• **Data provided**
______________________________
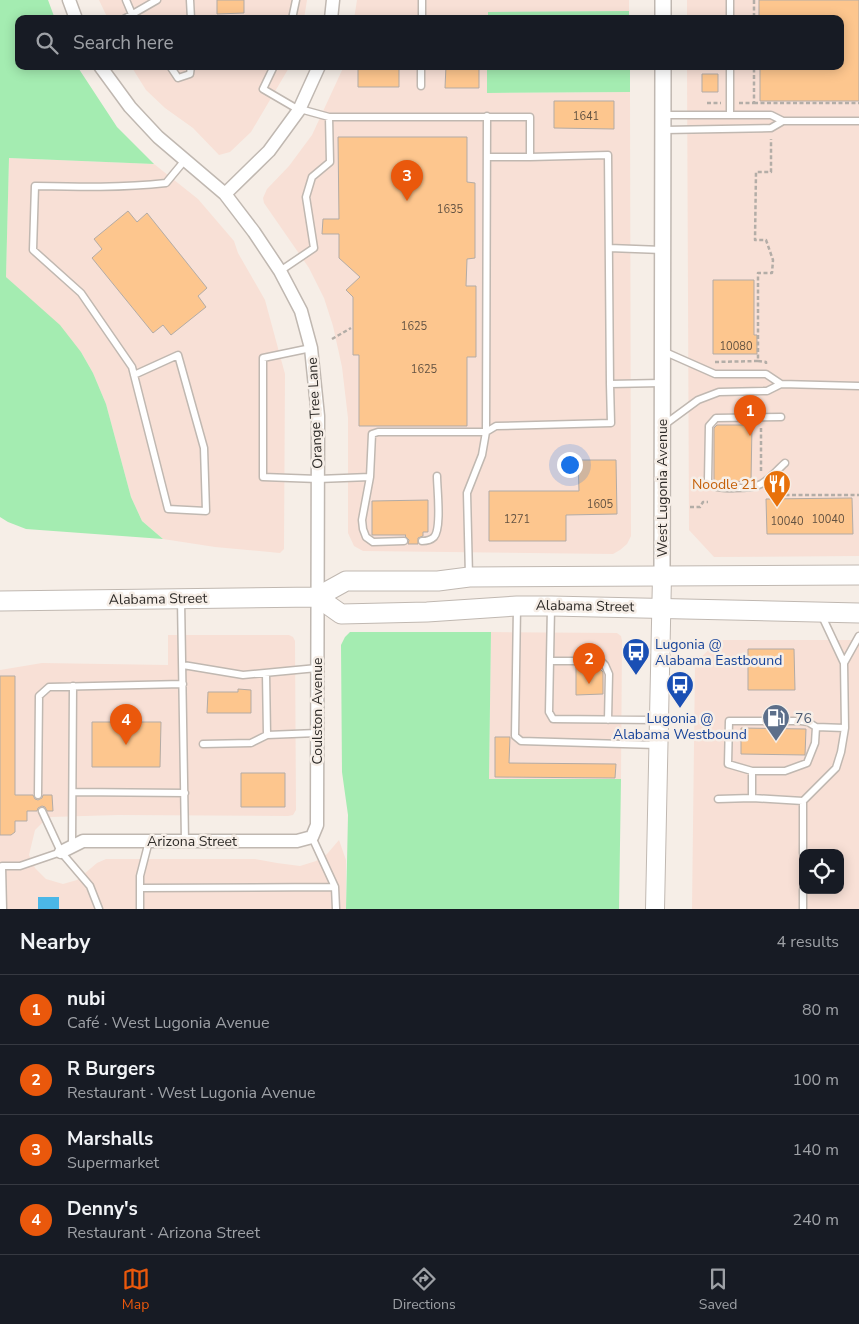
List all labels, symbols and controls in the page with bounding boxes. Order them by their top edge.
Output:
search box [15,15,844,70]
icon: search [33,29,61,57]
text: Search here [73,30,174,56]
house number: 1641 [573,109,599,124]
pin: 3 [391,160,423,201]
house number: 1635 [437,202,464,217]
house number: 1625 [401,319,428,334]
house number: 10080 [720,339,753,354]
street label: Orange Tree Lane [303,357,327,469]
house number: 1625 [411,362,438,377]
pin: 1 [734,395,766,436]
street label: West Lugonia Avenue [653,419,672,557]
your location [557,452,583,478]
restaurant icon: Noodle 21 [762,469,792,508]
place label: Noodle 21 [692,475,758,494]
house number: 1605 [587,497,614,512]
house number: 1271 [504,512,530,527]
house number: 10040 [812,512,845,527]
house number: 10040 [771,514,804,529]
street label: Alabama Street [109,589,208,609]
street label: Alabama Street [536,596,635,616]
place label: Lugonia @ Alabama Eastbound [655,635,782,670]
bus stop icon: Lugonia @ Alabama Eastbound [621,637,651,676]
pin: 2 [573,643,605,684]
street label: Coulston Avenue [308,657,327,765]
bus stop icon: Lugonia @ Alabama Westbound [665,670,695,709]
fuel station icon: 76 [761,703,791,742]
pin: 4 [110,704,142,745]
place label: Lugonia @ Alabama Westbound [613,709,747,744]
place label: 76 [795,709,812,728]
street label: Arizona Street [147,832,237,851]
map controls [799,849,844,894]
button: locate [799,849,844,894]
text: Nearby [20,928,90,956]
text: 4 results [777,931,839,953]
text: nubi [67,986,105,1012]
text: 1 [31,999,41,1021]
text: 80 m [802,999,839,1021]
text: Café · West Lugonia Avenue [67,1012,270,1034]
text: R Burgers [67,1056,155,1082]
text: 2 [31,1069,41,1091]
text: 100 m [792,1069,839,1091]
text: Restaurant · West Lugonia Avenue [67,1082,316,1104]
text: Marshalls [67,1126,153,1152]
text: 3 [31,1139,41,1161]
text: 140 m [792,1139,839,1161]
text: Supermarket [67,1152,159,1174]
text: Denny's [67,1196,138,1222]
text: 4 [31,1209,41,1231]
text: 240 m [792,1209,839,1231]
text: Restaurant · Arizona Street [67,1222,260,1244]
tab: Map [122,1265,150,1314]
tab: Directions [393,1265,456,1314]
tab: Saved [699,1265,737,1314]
______________________________
• **Exercise directions**
Go through the material above, and wherever a line holds the word "Eastbound", copy it.

• **Response to the task**
place label: Lugonia @ Alabama Eastbound [655,635,782,670]
bus stop icon: Lugonia @ Alabama Eastbound [621,637,651,676]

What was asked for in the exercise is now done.